RECORDS SHOWN –
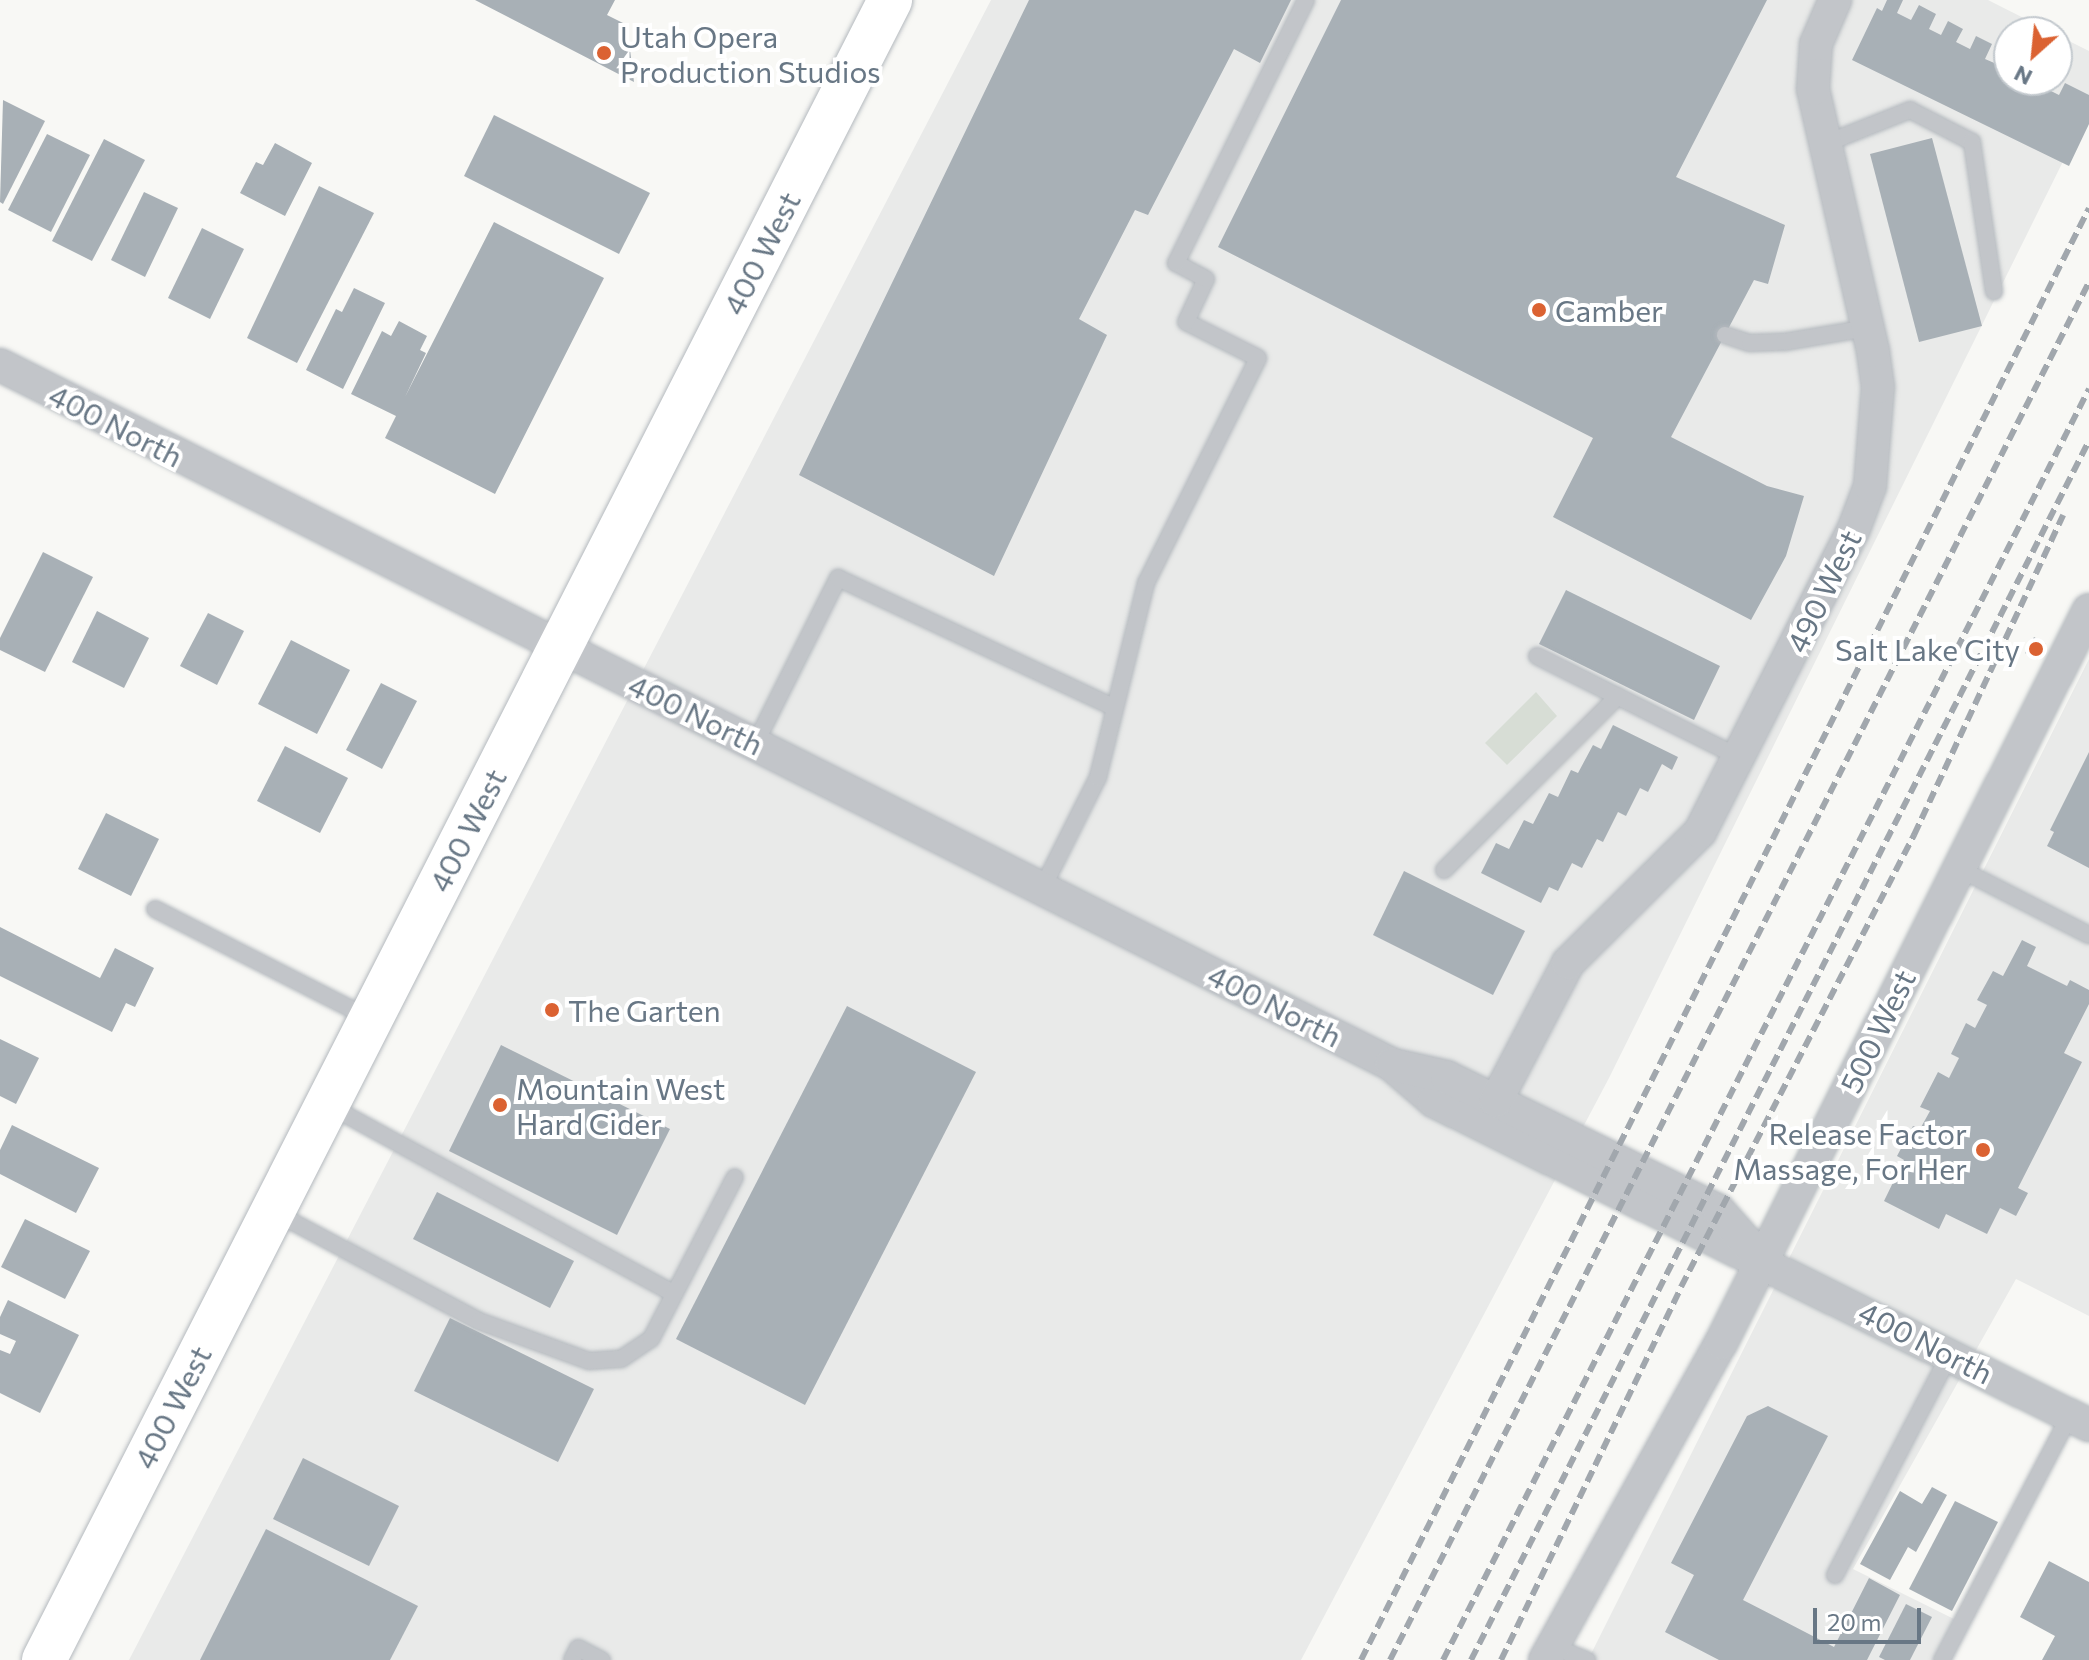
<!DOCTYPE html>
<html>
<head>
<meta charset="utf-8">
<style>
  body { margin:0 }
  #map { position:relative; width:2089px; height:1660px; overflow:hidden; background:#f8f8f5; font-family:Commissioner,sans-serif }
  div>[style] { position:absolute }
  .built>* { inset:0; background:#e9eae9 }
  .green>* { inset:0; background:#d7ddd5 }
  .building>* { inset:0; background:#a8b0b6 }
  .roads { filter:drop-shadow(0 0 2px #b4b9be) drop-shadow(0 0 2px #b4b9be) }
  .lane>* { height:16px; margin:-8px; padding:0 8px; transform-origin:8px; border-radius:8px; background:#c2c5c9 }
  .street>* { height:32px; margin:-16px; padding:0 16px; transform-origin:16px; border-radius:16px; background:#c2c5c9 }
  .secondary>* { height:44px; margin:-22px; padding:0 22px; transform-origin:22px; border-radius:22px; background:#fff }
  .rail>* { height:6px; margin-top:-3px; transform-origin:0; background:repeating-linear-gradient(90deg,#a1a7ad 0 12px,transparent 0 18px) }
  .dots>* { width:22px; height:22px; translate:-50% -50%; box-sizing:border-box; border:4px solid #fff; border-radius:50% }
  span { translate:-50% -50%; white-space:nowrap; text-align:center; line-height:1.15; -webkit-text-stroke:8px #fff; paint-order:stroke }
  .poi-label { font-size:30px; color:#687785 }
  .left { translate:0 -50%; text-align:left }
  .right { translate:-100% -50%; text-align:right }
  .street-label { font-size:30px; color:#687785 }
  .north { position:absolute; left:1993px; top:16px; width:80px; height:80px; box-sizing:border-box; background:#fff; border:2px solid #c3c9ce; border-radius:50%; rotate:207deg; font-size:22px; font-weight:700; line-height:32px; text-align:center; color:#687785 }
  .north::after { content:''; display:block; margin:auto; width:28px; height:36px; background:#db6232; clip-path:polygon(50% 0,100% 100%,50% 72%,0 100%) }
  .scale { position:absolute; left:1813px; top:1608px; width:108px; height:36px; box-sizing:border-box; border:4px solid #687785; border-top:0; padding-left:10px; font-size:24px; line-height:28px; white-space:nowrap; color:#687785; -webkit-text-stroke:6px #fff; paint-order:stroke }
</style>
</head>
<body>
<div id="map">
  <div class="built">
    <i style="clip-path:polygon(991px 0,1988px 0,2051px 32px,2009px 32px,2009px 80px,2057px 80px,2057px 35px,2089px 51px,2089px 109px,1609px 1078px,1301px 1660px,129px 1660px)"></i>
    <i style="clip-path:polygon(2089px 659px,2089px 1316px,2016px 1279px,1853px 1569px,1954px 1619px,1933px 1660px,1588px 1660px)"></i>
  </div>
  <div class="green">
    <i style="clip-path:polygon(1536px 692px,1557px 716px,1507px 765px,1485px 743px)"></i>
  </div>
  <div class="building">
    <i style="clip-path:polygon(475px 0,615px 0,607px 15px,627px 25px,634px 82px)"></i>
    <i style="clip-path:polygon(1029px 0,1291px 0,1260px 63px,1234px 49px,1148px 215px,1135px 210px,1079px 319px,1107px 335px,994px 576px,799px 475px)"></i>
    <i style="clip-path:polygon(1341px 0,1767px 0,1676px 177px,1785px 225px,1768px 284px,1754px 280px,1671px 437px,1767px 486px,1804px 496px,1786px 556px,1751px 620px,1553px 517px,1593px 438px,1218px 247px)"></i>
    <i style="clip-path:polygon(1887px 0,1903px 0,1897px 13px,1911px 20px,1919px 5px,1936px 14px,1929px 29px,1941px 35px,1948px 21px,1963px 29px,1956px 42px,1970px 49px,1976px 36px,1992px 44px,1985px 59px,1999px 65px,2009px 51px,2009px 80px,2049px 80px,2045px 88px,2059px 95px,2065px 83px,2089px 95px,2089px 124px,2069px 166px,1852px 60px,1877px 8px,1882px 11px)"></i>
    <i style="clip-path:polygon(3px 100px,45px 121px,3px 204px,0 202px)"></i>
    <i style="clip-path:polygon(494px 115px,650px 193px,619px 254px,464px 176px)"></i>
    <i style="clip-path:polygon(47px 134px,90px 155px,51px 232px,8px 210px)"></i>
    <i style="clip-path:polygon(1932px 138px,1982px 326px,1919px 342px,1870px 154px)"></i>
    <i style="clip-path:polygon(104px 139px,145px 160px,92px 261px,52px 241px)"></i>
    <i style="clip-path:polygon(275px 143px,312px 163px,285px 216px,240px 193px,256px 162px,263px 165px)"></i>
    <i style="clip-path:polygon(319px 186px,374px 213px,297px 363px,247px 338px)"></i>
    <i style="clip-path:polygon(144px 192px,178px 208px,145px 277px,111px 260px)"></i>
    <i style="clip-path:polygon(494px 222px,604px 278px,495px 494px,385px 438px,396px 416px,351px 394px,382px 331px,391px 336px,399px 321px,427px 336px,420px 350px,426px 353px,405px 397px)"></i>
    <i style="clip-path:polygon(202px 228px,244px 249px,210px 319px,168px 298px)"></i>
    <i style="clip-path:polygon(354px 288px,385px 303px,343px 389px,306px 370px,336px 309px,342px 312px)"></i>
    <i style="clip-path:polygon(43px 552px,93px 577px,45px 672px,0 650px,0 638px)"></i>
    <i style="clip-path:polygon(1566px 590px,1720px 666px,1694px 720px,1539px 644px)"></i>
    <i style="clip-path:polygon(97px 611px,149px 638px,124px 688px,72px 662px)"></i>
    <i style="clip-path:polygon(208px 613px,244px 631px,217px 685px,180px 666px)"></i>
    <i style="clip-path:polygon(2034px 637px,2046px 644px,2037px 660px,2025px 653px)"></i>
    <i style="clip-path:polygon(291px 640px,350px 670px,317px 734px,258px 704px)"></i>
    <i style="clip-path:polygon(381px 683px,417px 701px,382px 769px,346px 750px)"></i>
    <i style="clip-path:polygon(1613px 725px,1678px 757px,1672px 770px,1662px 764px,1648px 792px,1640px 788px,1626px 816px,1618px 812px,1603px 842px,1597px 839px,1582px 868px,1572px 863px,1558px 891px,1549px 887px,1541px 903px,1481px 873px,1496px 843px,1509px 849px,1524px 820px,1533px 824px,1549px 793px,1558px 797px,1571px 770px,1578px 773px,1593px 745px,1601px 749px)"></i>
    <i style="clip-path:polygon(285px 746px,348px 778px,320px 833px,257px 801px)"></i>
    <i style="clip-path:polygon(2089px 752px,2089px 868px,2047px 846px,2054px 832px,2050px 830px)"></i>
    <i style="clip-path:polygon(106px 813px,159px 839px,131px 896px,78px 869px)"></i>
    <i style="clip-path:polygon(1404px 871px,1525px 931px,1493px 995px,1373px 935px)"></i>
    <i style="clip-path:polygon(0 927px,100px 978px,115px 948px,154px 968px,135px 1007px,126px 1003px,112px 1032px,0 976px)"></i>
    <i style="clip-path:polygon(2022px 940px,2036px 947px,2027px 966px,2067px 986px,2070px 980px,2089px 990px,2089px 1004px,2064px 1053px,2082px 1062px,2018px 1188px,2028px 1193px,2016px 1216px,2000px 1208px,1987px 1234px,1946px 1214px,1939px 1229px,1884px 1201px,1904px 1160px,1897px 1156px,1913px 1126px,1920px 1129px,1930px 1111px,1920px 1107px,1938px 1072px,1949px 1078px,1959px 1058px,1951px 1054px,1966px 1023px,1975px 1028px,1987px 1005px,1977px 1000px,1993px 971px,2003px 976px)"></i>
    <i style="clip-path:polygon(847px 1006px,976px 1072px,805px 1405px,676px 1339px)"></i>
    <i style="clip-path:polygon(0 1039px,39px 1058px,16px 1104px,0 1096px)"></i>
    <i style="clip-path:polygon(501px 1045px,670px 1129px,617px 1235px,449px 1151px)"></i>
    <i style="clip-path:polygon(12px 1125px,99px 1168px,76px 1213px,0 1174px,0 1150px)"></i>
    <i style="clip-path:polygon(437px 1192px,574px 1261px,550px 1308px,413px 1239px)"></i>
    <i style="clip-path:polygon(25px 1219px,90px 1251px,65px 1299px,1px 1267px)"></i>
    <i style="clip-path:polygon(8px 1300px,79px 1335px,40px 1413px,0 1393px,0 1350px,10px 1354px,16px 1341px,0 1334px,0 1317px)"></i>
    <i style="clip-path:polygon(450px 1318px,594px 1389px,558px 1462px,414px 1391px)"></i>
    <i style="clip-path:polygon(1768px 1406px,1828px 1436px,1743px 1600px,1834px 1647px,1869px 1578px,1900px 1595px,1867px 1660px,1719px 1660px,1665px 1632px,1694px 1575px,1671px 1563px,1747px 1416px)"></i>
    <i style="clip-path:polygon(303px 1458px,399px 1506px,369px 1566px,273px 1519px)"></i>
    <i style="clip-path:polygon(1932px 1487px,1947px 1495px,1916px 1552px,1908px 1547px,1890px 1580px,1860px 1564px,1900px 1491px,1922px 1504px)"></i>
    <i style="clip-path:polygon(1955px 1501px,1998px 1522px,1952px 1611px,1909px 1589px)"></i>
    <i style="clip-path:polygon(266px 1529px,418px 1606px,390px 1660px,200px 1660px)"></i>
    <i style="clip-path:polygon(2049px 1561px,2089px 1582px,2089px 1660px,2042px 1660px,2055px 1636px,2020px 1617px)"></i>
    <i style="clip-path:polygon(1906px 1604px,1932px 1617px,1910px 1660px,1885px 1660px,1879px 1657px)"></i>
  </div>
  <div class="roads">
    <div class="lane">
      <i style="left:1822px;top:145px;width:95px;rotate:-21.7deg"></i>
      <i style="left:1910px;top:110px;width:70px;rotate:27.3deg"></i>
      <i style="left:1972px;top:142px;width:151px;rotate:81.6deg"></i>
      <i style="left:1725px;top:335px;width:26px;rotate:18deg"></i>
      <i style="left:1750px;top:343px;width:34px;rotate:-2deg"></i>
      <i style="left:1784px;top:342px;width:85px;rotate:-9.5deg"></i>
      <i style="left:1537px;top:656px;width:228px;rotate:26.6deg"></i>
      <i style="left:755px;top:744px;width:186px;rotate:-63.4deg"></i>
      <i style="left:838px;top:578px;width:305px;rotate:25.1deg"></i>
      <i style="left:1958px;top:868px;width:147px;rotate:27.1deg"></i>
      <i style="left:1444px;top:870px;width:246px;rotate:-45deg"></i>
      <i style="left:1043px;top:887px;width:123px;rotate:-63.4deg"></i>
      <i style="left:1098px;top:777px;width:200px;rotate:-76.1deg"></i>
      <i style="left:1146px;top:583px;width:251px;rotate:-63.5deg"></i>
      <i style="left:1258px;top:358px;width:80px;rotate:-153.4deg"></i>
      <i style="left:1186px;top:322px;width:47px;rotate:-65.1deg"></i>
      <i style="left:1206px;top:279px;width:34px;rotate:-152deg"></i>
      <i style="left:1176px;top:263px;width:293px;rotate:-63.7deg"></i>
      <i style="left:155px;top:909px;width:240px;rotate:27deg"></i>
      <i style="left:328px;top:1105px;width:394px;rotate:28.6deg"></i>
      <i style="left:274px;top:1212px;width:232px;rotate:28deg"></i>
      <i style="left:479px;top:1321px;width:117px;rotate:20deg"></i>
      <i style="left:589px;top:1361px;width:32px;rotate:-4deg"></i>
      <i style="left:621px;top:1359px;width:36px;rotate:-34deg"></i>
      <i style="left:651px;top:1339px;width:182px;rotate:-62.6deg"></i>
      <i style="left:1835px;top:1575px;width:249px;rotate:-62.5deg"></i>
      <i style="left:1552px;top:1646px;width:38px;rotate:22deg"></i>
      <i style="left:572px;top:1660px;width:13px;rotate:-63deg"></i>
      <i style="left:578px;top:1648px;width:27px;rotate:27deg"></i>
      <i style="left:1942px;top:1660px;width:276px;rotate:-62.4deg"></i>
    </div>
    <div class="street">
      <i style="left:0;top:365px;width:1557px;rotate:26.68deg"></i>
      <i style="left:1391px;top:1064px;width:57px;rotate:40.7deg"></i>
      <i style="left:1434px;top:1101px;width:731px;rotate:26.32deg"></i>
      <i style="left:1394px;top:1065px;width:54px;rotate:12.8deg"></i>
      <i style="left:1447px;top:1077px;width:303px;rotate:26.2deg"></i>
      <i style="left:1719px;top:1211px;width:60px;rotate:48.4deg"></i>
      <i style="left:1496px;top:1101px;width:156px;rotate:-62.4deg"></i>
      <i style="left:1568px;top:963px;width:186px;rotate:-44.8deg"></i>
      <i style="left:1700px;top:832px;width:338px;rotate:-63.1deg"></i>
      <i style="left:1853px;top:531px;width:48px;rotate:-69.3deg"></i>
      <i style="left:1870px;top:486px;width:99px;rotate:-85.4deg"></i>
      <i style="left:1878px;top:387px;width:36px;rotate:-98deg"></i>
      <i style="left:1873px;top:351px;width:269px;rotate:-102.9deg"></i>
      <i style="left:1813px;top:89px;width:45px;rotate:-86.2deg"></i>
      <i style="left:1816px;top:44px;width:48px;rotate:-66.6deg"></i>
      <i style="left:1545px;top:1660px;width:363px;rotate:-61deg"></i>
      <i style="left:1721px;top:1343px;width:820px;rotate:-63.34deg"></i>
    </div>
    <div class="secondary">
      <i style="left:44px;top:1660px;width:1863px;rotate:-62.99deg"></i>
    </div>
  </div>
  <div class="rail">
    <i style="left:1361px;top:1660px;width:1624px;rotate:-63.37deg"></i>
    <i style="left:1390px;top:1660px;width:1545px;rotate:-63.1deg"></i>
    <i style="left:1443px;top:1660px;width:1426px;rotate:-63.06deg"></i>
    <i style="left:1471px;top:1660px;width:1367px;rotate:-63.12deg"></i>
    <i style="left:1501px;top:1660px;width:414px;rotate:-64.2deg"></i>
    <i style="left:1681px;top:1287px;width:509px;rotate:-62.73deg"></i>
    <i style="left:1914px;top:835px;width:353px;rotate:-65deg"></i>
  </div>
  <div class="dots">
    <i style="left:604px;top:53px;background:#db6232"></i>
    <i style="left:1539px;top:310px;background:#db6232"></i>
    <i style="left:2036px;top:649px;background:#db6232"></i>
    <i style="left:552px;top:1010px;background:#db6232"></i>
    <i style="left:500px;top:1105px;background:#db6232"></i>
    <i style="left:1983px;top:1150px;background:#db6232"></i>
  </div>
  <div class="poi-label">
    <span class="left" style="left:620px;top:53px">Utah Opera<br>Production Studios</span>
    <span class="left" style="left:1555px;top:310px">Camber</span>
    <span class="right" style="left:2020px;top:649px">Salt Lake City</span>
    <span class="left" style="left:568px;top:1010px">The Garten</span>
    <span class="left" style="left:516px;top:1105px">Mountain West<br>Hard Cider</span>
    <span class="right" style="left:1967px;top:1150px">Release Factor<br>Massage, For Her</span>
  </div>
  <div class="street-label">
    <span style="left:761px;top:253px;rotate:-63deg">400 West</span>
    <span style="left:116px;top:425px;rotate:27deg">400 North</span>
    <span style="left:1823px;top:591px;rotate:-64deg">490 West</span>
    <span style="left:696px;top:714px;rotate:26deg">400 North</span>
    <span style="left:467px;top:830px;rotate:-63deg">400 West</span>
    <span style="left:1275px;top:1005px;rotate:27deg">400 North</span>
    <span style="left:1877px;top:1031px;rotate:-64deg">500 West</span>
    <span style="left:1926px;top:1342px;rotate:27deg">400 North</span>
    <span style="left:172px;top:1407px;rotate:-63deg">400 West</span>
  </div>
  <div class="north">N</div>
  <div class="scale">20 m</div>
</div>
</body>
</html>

TO DO –
Without the pictures, write out the lines from the beginning of the entries through the line with "filter:drop-shadow(0 0 2px".

EXERCISE RESPONSE –
<!DOCTYPE html>
<html>
<head>
<meta charset="utf-8">
<style>
  body { margin:0 }
  #map { position:relative; width:2089px; height:1660px; overflow:hidden; background:#f8f8f5; font-family:Commissioner,sans-serif }
  div>[style] { position:absolute }
  .built>* { inset:0; background:#e9eae9 }
  .green>* { inset:0; background:#d7ddd5 }
  .building>* { inset:0; background:#a8b0b6 }
  .roads { filter:drop-shadow(0 0 2px #b4b9be) drop-shadow(0 0 2px #b4b9be) }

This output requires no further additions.